DATA SHOWN START
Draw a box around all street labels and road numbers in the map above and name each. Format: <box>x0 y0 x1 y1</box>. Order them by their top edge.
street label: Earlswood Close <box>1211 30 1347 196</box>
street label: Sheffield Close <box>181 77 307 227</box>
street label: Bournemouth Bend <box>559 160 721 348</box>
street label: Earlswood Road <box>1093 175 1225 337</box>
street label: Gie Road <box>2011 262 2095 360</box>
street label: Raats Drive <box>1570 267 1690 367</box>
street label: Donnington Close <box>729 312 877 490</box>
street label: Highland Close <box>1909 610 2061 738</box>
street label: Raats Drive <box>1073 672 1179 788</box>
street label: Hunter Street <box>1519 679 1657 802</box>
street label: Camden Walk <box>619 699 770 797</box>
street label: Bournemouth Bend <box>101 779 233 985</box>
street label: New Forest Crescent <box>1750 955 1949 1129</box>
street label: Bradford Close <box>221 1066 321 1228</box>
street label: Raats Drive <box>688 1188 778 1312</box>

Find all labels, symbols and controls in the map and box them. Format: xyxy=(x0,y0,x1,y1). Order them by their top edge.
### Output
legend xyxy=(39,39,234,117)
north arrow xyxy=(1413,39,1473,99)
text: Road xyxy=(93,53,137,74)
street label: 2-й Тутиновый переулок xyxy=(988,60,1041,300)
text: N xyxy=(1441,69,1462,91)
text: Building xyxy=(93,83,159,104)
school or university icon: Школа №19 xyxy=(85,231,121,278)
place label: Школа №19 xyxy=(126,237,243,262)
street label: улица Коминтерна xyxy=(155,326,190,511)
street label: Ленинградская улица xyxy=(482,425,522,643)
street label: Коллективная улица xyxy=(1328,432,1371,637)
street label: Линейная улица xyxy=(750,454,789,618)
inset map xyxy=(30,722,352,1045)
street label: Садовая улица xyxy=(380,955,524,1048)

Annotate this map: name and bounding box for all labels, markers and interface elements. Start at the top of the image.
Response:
DATA SHOWN END
• **YOUR TASK**: Every line from the one containing "Find all labels, symbols" through the end of the data must be repeated exactly, and no other line.

• **EXPECTED ANSWER**:
Find all labels, symbols and controls in the map and box them. Format: xyxy=(x0,y0,x1,y1). Order them by their top edge.
### Output
legend xyxy=(39,39,234,117)
north arrow xyxy=(1413,39,1473,99)
text: Road xyxy=(93,53,137,74)
street label: 2-й Тутиновый переулок xyxy=(988,60,1041,300)
text: N xyxy=(1441,69,1462,91)
text: Building xyxy=(93,83,159,104)
school or university icon: Школа №19 xyxy=(85,231,121,278)
place label: Школа №19 xyxy=(126,237,243,262)
street label: улица Коминтерна xyxy=(155,326,190,511)
street label: Ленинградская улица xyxy=(482,425,522,643)
street label: Коллективная улица xyxy=(1328,432,1371,637)
street label: Линейная улица xyxy=(750,454,789,618)
inset map xyxy=(30,722,352,1045)
street label: Садовая улица xyxy=(380,955,524,1048)

Annotate this map: name and bounding box for all labels, markers and interface elements. Start at the top of the image.
Response:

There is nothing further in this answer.